§ Task item:
Please state how many lines of the data contain "header". The number by itself is enough.

§ Data provided:

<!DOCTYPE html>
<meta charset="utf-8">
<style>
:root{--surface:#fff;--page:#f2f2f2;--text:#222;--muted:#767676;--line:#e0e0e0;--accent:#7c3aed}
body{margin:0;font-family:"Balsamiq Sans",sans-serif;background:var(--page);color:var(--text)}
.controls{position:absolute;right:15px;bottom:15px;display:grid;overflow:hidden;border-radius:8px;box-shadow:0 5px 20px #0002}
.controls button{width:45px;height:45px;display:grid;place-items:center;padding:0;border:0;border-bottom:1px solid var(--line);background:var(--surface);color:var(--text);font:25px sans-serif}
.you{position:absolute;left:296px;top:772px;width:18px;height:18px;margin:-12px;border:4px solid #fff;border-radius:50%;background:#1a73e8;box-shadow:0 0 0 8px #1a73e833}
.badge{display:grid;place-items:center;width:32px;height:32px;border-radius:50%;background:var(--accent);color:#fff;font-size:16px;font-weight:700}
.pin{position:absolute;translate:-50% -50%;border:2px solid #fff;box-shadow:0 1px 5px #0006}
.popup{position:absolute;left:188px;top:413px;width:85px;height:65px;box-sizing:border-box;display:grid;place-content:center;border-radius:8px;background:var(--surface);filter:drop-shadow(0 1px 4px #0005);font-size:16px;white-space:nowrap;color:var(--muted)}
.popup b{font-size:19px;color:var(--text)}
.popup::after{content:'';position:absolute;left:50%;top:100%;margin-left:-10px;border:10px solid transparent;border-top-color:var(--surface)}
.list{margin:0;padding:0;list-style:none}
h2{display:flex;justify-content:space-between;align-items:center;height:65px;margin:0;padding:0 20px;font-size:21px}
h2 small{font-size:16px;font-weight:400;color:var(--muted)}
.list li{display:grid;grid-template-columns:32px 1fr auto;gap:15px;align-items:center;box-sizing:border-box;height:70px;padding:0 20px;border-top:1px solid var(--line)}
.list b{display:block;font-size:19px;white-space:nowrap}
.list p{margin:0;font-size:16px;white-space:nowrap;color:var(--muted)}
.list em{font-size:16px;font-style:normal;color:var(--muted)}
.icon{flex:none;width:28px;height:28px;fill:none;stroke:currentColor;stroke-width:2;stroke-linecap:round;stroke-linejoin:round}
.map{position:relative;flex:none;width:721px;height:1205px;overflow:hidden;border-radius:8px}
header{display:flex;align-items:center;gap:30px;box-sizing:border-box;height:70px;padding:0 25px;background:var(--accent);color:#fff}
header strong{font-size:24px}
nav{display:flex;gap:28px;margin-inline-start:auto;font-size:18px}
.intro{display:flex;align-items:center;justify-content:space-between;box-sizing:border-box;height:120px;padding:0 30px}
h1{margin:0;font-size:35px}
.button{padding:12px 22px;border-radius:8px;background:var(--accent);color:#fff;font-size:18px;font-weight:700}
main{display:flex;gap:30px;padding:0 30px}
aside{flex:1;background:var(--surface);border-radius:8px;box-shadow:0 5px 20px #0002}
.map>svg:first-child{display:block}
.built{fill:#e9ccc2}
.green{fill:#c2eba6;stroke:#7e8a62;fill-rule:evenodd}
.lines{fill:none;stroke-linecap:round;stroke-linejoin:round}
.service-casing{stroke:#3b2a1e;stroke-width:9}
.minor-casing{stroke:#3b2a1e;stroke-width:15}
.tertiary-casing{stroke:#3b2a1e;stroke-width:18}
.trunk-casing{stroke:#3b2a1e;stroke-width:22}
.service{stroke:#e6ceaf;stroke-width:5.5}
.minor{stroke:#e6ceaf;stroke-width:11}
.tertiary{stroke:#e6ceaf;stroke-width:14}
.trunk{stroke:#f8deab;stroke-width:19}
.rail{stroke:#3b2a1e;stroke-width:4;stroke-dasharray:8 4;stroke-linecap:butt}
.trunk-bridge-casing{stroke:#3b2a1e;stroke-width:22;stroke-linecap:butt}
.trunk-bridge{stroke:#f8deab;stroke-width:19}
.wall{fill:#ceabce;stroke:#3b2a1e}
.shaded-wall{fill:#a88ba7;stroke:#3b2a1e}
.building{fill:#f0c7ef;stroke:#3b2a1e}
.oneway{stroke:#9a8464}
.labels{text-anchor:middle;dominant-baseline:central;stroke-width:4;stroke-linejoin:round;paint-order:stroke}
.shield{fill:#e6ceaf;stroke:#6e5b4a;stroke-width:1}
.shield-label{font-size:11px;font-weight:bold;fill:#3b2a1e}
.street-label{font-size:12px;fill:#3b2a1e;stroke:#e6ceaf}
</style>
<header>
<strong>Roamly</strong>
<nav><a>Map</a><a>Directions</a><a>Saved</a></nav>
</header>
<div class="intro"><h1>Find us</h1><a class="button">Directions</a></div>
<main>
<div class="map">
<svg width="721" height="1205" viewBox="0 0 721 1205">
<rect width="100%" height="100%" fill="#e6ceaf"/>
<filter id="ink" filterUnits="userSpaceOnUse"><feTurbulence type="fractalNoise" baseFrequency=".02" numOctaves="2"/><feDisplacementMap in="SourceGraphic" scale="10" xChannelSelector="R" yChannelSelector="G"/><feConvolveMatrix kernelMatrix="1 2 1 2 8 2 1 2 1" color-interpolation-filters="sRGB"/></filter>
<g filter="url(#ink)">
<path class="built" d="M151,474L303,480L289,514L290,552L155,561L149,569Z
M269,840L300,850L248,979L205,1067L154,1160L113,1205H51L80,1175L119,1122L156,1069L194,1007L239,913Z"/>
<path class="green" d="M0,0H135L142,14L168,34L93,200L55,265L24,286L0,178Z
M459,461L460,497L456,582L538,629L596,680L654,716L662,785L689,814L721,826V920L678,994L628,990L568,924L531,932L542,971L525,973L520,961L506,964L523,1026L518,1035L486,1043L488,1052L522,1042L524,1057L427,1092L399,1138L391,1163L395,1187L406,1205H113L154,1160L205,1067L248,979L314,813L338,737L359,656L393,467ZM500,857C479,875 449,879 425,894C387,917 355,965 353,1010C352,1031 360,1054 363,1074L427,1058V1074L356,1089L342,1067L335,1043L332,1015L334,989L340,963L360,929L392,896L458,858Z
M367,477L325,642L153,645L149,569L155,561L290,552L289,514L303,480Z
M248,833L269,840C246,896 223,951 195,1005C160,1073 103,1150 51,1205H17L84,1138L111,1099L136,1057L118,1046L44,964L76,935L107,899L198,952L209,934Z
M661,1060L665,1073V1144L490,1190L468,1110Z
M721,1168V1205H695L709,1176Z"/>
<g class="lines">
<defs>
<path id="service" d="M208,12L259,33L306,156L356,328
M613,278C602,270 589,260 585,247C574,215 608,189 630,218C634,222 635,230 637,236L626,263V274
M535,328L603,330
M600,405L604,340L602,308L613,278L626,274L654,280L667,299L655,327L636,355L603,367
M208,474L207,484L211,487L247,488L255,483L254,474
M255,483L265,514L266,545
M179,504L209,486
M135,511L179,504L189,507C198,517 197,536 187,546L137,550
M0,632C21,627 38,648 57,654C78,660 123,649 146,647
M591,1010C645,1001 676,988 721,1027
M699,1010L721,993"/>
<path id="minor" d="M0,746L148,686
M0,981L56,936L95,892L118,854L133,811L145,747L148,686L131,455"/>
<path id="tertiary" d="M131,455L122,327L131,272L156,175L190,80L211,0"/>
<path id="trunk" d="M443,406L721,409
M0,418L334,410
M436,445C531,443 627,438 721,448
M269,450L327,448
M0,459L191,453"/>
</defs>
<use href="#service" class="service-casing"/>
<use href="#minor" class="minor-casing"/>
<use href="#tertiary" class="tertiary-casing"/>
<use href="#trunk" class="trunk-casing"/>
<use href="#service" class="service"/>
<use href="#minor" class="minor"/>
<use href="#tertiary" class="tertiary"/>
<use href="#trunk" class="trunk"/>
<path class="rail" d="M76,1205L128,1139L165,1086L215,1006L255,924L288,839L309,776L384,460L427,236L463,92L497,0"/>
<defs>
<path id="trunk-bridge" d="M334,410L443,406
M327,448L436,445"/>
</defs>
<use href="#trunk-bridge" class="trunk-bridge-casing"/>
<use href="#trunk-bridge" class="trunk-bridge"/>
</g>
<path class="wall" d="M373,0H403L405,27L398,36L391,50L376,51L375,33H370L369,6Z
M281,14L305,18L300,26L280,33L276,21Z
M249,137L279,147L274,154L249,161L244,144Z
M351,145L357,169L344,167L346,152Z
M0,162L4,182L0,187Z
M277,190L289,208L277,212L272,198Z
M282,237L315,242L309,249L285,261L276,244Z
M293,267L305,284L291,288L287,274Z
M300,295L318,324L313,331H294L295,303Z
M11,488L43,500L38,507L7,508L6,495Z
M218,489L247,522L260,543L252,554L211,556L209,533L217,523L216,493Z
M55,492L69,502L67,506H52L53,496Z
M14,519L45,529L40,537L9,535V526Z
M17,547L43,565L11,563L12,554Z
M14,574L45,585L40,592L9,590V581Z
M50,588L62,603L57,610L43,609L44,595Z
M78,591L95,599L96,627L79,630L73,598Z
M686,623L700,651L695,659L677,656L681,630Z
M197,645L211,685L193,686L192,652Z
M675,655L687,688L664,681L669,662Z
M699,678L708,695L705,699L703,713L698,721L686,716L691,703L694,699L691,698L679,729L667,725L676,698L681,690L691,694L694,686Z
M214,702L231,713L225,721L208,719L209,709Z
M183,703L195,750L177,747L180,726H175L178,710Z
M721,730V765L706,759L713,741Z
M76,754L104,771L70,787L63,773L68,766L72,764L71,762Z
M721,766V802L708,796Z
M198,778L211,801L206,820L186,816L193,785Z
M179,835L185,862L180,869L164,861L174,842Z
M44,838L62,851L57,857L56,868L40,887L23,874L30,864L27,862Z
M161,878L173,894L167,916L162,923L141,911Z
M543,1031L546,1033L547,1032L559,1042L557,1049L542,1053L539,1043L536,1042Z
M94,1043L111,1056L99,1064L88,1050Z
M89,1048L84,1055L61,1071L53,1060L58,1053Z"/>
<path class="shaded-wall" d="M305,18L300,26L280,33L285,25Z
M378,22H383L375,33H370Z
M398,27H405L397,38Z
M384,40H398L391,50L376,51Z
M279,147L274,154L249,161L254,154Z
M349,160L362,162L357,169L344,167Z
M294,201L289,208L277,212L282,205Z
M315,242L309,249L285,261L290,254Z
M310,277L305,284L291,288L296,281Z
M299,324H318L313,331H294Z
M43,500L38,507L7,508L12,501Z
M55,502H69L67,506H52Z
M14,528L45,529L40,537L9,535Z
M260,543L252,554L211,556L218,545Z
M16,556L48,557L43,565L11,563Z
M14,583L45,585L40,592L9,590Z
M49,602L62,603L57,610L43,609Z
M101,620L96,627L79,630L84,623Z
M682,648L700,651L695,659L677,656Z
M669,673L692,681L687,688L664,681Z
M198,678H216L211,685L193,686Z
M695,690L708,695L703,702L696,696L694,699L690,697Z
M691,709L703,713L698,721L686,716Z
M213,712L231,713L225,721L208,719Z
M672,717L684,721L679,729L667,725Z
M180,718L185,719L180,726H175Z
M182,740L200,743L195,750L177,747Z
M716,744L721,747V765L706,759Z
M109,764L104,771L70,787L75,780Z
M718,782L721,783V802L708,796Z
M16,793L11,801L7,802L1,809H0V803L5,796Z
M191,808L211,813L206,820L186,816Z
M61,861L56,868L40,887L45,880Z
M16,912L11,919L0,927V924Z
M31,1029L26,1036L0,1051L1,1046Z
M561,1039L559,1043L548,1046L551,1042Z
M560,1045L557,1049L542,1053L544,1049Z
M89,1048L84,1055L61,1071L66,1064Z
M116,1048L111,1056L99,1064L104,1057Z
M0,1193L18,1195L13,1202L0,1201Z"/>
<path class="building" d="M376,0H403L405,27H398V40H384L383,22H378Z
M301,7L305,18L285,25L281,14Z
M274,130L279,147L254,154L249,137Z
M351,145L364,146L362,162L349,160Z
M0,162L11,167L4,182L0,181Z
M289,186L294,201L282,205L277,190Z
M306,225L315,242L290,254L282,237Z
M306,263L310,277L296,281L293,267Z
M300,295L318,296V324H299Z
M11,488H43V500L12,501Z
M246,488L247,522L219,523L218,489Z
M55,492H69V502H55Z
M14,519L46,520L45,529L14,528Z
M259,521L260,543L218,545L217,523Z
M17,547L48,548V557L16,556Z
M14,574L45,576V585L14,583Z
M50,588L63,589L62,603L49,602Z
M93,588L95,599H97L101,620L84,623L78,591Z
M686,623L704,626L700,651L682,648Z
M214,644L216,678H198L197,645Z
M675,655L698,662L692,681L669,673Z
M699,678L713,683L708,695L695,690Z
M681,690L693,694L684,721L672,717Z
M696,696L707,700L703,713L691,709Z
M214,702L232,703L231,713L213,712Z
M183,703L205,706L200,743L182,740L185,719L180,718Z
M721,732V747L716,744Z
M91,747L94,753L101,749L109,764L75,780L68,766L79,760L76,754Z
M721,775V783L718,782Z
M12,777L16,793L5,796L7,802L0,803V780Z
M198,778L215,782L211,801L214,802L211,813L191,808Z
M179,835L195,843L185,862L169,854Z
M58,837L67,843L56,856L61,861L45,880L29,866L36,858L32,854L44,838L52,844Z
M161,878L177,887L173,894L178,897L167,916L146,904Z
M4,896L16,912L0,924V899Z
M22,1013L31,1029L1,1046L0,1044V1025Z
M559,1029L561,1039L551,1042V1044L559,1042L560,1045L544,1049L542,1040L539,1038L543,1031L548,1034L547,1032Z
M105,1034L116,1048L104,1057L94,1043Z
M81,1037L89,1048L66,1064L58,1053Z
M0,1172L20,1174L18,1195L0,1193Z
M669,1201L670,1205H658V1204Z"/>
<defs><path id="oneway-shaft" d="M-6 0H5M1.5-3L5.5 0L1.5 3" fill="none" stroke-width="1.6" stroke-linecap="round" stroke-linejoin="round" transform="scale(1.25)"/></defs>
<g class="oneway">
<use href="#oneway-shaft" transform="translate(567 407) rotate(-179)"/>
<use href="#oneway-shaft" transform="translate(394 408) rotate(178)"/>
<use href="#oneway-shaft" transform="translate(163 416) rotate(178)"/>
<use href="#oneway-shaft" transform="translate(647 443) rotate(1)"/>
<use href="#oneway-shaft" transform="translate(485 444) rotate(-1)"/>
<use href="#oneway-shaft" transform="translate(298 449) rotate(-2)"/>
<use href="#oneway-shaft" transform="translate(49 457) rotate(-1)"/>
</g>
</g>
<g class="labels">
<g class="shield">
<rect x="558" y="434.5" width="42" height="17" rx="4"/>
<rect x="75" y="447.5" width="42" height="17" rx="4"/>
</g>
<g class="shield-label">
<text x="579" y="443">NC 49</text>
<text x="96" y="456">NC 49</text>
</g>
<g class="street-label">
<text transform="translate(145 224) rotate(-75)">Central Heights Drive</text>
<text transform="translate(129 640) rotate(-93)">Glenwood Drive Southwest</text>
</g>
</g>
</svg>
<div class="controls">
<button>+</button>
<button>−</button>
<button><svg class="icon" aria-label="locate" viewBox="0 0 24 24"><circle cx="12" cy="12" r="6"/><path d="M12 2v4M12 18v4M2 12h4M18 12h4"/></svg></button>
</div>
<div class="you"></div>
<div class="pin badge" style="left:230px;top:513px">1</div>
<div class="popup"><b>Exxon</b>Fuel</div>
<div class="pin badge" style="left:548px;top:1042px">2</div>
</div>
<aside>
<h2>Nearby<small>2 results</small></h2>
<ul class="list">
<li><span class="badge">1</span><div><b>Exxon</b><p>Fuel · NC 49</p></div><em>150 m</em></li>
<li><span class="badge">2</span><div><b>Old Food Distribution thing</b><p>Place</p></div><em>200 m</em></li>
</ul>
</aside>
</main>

§ Answer to this exercise:
4